» Task prompt: From the entries below, please output exactly the lines starting at the one containing "position:absolute; left:21px; bottom:18px;" and ending at the one containing "width:84px; height:84px; fill:#fffc;", both included.

(Items from a dataset)
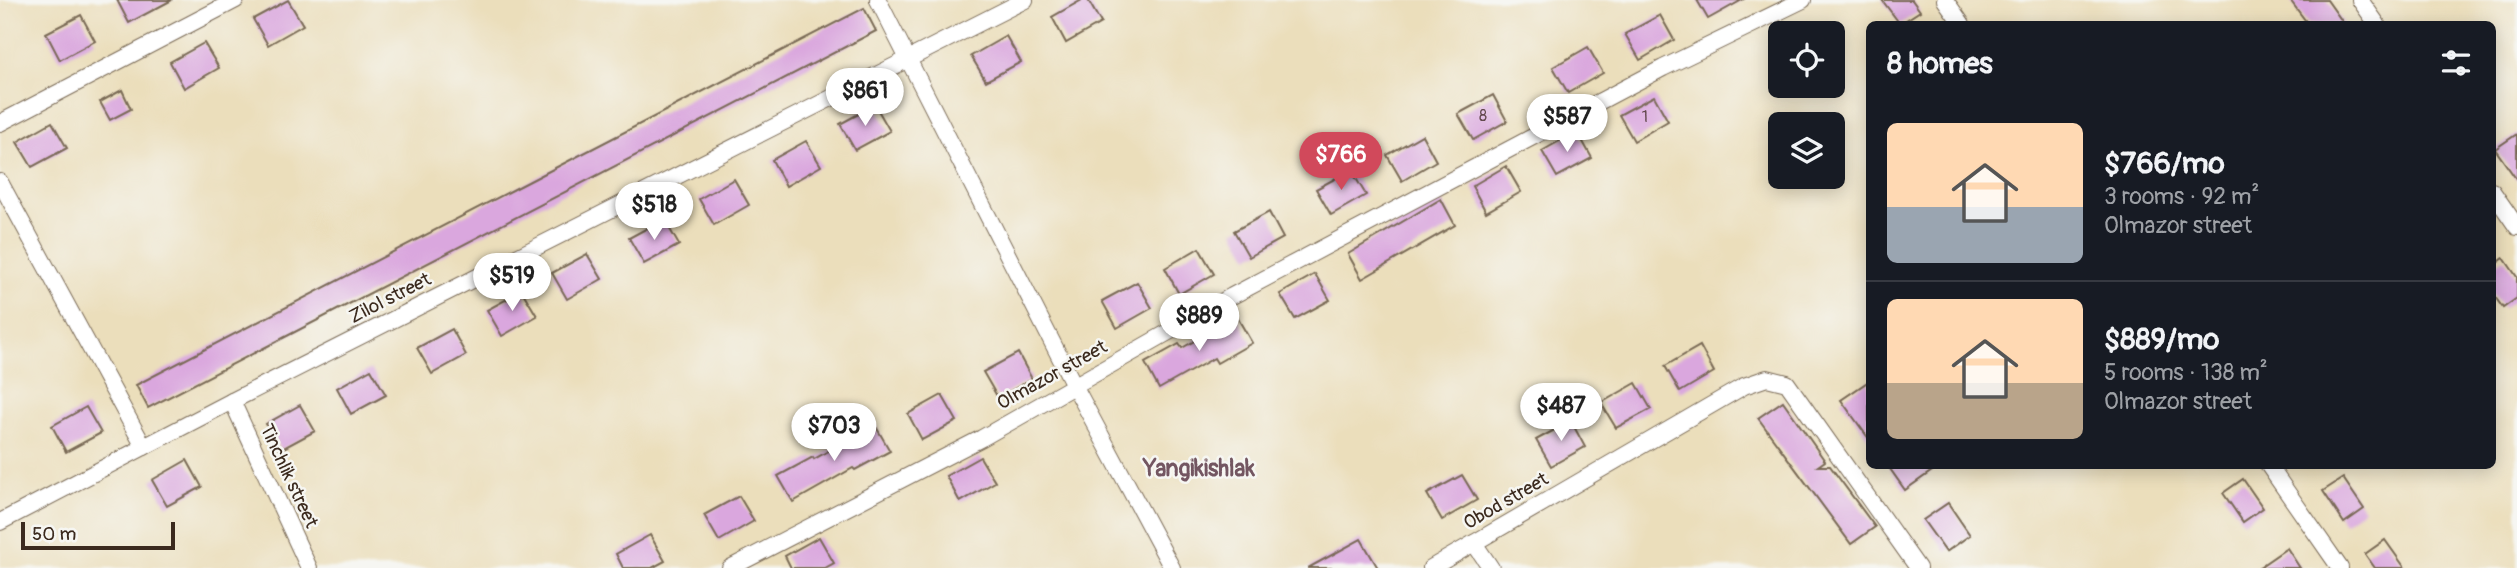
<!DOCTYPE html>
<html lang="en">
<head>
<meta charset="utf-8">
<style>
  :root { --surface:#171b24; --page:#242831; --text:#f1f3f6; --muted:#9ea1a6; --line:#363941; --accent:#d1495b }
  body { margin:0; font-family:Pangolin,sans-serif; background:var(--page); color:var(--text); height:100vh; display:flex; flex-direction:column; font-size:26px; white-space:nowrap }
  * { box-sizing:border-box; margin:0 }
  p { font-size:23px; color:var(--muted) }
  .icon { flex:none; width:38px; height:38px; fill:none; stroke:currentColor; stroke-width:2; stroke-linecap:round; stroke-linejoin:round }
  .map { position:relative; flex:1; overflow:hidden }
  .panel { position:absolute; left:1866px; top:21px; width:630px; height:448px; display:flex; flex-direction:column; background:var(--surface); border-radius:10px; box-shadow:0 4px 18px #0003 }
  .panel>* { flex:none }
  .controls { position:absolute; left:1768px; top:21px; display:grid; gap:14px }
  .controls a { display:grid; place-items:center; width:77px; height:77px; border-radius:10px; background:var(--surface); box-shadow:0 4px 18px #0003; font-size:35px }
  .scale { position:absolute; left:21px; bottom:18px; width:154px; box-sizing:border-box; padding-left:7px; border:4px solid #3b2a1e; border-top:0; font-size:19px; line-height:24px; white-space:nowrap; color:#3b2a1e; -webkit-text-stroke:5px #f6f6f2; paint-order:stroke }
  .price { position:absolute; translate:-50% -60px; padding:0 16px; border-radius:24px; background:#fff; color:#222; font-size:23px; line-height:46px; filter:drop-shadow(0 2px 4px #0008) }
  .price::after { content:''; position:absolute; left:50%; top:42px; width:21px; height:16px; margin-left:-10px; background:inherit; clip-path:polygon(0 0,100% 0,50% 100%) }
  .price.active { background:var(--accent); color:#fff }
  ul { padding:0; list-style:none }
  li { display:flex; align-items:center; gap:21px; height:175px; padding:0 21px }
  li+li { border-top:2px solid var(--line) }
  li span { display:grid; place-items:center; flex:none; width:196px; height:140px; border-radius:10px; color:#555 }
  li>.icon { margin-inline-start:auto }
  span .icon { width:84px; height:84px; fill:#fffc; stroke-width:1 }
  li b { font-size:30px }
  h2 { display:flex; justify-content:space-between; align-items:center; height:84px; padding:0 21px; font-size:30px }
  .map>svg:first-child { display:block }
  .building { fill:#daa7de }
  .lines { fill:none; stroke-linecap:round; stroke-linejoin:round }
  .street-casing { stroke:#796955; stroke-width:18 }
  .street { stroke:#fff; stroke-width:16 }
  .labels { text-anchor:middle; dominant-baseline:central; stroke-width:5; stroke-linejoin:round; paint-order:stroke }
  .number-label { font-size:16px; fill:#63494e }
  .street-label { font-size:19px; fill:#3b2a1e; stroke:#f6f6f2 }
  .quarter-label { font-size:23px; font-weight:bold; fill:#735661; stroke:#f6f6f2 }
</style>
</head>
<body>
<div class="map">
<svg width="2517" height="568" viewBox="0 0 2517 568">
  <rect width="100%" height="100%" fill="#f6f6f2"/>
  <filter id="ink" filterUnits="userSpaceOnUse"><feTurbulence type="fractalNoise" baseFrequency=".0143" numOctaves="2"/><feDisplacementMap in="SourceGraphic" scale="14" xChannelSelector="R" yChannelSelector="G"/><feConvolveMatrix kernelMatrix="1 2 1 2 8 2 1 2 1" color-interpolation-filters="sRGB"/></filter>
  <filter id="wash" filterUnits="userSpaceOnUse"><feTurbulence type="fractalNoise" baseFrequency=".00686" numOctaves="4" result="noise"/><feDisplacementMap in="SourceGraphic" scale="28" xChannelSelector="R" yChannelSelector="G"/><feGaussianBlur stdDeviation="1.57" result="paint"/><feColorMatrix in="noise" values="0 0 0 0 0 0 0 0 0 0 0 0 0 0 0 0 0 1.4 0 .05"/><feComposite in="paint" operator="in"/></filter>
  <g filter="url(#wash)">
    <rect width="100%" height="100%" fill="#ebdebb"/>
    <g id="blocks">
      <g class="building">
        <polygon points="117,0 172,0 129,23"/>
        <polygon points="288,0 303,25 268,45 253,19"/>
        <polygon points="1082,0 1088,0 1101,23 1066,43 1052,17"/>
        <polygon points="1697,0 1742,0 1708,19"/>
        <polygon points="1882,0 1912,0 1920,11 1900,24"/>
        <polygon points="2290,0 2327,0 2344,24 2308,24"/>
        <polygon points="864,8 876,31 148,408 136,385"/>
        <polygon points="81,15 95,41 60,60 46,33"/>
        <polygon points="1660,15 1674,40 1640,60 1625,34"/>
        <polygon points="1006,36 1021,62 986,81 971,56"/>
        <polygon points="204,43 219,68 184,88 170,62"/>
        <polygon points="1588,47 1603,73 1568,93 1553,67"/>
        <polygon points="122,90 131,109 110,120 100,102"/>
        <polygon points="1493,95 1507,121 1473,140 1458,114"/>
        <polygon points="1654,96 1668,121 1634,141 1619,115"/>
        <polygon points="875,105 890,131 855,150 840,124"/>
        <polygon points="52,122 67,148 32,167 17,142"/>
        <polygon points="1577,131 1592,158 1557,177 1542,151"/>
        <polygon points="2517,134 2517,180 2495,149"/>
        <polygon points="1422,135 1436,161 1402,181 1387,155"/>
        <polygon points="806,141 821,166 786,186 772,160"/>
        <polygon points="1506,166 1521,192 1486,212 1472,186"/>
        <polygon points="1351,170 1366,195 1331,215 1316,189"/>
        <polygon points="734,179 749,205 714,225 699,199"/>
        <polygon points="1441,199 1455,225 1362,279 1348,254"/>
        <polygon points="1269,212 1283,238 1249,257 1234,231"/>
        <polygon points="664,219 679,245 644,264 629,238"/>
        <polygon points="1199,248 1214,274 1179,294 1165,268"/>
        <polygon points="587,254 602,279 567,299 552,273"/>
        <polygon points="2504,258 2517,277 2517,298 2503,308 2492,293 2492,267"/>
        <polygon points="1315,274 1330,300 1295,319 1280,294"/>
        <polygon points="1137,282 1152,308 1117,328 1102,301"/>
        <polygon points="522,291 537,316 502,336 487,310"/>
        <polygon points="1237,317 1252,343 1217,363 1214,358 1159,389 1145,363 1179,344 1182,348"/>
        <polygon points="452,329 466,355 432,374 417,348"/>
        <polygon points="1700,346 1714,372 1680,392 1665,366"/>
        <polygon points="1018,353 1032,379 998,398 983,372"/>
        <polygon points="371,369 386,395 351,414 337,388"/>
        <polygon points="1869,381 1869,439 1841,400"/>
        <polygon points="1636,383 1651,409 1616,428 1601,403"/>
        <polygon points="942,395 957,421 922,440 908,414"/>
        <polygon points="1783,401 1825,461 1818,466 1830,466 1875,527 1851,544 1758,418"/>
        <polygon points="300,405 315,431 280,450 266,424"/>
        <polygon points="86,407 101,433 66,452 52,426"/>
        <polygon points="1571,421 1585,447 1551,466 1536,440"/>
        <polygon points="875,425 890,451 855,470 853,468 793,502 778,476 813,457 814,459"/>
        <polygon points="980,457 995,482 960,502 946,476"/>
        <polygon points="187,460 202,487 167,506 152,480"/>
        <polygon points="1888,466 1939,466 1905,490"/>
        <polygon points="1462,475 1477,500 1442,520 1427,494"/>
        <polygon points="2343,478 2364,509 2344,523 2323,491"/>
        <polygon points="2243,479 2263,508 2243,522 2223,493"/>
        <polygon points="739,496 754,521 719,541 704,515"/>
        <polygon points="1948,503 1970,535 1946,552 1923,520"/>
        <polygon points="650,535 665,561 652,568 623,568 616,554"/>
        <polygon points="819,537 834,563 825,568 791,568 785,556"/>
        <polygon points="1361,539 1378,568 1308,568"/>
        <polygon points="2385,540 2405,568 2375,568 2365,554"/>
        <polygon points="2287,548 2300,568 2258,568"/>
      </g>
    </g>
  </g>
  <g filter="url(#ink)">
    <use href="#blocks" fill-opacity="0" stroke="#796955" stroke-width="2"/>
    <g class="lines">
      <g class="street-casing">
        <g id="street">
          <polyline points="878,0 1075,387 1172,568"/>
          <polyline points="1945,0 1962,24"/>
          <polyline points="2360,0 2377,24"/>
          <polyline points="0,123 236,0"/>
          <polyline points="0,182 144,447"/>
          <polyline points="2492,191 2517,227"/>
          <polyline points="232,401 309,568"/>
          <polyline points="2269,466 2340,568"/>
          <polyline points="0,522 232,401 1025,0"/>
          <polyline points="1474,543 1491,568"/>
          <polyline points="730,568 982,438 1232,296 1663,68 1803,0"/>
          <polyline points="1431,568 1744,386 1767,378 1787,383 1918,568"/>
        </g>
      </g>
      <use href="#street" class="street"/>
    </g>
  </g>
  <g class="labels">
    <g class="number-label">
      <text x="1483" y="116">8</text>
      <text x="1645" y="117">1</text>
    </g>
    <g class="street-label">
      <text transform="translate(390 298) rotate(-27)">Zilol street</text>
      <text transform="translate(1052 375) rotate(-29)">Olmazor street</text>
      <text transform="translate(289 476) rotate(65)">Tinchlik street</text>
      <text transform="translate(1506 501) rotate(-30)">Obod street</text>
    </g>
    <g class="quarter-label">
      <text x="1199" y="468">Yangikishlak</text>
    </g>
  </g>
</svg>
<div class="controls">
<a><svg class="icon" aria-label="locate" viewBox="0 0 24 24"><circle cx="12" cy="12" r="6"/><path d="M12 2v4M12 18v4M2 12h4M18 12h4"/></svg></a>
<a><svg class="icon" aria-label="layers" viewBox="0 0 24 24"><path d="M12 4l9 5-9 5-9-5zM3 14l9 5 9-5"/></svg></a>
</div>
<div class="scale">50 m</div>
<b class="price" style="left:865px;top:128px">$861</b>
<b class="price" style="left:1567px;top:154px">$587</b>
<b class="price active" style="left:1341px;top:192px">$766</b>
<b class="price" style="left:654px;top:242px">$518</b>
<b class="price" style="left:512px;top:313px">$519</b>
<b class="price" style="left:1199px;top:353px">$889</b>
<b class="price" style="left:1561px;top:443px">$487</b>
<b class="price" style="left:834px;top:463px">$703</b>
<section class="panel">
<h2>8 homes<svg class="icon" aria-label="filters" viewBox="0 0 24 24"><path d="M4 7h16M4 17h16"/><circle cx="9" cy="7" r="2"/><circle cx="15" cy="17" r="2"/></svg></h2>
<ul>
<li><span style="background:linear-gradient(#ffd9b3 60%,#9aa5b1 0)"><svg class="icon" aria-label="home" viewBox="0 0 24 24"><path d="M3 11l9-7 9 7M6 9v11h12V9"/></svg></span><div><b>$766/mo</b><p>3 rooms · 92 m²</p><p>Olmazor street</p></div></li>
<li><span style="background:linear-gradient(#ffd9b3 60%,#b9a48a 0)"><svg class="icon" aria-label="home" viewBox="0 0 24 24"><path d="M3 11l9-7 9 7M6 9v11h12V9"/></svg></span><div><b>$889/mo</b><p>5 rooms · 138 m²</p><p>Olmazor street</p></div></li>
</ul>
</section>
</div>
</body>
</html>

» Problem solution:
  .scale { position:absolute; left:21px; bottom:18px; width:154px; box-sizing:border-box; padding-left:7px; border:4px solid #3b2a1e; border-top:0; font-size:19px; line-height:24px; white-space:nowrap; color:#3b2a1e; -webkit-text-stroke:5px #f6f6f2; paint-order:stroke }
  .price { position:absolute; translate:-50% -60px; padding:0 16px; border-radius:24px; background:#fff; color:#222; font-size:23px; line-height:46px; filter:drop-shadow(0 2px 4px #0008) }
  .price::after { content:''; position:absolute; left:50%; top:42px; width:21px; height:16px; margin-left:-10px; background:inherit; clip-path:polygon(0 0,100% 0,50% 100%) }
  .price.active { background:var(--accent); color:#fff }
  ul { padding:0; list-style:none }
  li { display:flex; align-items:center; gap:21px; height:175px; padding:0 21px }
  li+li { border-top:2px solid var(--line) }
  li span { display:grid; place-items:center; flex:none; width:196px; height:140px; border-radius:10px; color:#555 }
  li>.icon { margin-inline-start:auto }
  span .icon { width:84px; height:84px; fill:#fffc; stroke-width:1 }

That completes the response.